### Raw data
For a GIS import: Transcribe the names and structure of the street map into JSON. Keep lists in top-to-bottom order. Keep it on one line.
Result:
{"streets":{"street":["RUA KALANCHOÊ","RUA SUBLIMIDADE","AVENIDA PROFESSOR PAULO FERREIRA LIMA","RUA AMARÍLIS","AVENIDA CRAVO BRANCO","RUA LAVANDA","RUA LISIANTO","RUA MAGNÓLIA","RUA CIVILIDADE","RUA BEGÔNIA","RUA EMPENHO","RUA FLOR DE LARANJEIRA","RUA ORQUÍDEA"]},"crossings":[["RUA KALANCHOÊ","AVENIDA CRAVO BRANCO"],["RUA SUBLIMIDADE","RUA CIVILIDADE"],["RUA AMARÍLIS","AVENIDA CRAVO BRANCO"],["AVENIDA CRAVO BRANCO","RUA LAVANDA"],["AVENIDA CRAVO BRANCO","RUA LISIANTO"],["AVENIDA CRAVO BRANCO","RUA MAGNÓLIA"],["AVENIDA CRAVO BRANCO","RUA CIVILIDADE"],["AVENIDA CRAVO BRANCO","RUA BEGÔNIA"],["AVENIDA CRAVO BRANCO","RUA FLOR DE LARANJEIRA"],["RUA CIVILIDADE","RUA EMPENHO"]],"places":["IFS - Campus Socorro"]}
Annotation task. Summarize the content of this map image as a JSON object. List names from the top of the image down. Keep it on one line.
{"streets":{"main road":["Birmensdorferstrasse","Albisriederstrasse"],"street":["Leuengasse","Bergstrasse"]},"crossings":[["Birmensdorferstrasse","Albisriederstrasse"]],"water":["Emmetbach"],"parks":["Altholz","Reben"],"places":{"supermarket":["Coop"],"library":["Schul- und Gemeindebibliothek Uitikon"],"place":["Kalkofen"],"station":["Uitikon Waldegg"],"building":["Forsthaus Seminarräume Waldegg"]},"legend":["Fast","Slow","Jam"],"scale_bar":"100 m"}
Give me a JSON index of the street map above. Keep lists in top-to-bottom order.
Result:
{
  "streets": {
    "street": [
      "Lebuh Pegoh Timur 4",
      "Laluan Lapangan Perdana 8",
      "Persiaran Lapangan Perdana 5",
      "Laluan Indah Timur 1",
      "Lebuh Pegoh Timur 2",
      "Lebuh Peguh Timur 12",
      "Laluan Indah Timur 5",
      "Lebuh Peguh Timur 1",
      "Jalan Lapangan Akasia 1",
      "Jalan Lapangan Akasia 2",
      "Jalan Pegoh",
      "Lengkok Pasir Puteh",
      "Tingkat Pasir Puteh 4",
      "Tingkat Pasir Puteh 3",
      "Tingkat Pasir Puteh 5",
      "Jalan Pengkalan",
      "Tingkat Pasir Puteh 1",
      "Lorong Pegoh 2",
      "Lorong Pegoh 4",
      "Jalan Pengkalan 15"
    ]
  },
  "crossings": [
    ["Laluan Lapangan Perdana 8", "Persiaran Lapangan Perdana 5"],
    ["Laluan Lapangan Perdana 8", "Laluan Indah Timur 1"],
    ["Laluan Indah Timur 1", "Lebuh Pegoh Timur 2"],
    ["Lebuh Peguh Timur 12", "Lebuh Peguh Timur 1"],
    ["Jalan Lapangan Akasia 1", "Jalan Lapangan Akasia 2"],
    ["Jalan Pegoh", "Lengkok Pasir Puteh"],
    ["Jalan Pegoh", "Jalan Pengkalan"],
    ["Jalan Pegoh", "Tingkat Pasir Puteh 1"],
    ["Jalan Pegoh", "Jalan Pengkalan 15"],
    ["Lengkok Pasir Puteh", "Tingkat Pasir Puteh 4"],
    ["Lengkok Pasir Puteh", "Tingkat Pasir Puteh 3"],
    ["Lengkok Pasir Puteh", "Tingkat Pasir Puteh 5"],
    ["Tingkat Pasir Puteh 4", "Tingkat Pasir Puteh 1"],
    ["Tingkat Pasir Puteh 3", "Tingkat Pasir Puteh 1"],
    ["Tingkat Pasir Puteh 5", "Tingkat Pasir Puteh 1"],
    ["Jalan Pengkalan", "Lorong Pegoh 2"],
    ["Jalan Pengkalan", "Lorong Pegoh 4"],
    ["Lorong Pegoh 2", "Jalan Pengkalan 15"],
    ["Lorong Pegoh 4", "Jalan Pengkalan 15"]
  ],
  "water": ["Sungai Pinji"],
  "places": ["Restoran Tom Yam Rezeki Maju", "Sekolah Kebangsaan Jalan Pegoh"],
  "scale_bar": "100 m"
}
######
— How to complete this task —
Produce the material above again, word for word.

— Task response —
For a GIS import: Transcribe the names and structure of the street map into JSON. Keep lists in top-to-bottom order. Keep it on one line.
Result:
{"streets":{"street":["RUA KALANCHOÊ","RUA SUBLIMIDADE","AVENIDA PROFESSOR PAULO FERREIRA LIMA","RUA AMARÍLIS","AVENIDA CRAVO BRANCO","RUA LAVANDA","RUA LISIANTO","RUA MAGNÓLIA","RUA CIVILIDADE","RUA BEGÔNIA","RUA EMPENHO","RUA FLOR DE LARANJEIRA","RUA ORQUÍDEA"]},"crossings":[["RUA KALANCHOÊ","AVENIDA CRAVO BRANCO"],["RUA SUBLIMIDADE","RUA CIVILIDADE"],["RUA AMARÍLIS","AVENIDA CRAVO BRANCO"],["AVENIDA CRAVO BRANCO","RUA LAVANDA"],["AVENIDA CRAVO BRANCO","RUA LISIANTO"],["AVENIDA CRAVO BRANCO","RUA MAGNÓLIA"],["AVENIDA CRAVO BRANCO","RUA CIVILIDADE"],["AVENIDA CRAVO BRANCO","RUA BEGÔNIA"],["AVENIDA CRAVO BRANCO","RUA FLOR DE LARANJEIRA"],["RUA CIVILIDADE","RUA EMPENHO"]],"places":["IFS - Campus Socorro"]}
Annotation task. Summarize the content of this map image as a JSON object. List names from the top of the image down. Keep it on one line.
{"streets":{"main road":["Birmensdorferstrasse","Albisriederstrasse"],"street":["Leuengasse","Bergstrasse"]},"crossings":[["Birmensdorferstrasse","Albisriederstrasse"]],"water":["Emmetbach"],"parks":["Altholz","Reben"],"places":{"supermarket":["Coop"],"library":["Schul- und Gemeindebibliothek Uitikon"],"place":["Kalkofen"],"station":["Uitikon Waldegg"],"building":["Forsthaus Seminarräume Waldegg"]},"legend":["Fast","Slow","Jam"],"scale_bar":"100 m"}
Give me a JSON index of the street map above. Keep lists in top-to-bottom order.
Result:
{
  "streets": {
    "street": [
      "Lebuh Pegoh Timur 4",
      "Laluan Lapangan Perdana 8",
      "Persiaran Lapangan Perdana 5",
      "Laluan Indah Timur 1",
      "Lebuh Pegoh Timur 2",
      "Lebuh Peguh Timur 12",
      "Laluan Indah Timur 5",
      "Lebuh Peguh Timur 1",
      "Jalan Lapangan Akasia 1",
      "Jalan Lapangan Akasia 2",
      "Jalan Pegoh",
      "Lengkok Pasir Puteh",
      "Tingkat Pasir Puteh 4",
      "Tingkat Pasir Puteh 3",
      "Tingkat Pasir Puteh 5",
      "Jalan Pengkalan",
      "Tingkat Pasir Puteh 1",
      "Lorong Pegoh 2",
      "Lorong Pegoh 4",
      "Jalan Pengkalan 15"
    ]
  },
  "crossings": [
    ["Laluan Lapangan Perdana 8", "Persiaran Lapangan Perdana 5"],
    ["Laluan Lapangan Perdana 8", "Laluan Indah Timur 1"],
    ["Laluan Indah Timur 1", "Lebuh Pegoh Timur 2"],
    ["Lebuh Peguh Timur 12", "Lebuh Peguh Timur 1"],
    ["Jalan Lapangan Akasia 1", "Jalan Lapangan Akasia 2"],
    ["Jalan Pegoh", "Lengkok Pasir Puteh"],
    ["Jalan Pegoh", "Jalan Pengkalan"],
    ["Jalan Pegoh", "Tingkat Pasir Puteh 1"],
    ["Jalan Pegoh", "Jalan Pengkalan 15"],
    ["Lengkok Pasir Puteh", "Tingkat Pasir Puteh 4"],
    ["Lengkok Pasir Puteh", "Tingkat Pasir Puteh 3"],
    ["Lengkok Pasir Puteh", "Tingkat Pasir Puteh 5"],
    ["Tingkat Pasir Puteh 4", "Tingkat Pasir Puteh 1"],
    ["Tingkat Pasir Puteh 3", "Tingkat Pasir Puteh 1"],
    ["Tingkat Pasir Puteh 5", "Tingkat Pasir Puteh 1"],
    ["Jalan Pengkalan", "Lorong Pegoh 2"],
    ["Jalan Pengkalan", "Lorong Pegoh 4"],
    ["Lorong Pegoh 2", "Jalan Pengkalan 15"],
    ["Lorong Pegoh 4", "Jalan Pengkalan 15"]
  ],
  "water": ["Sungai Pinji"],
  "places": ["Restoran Tom Yam Rezeki Maju", "Sekolah Kebangsaan Jalan Pegoh"],
  "scale_bar": "100 m"
}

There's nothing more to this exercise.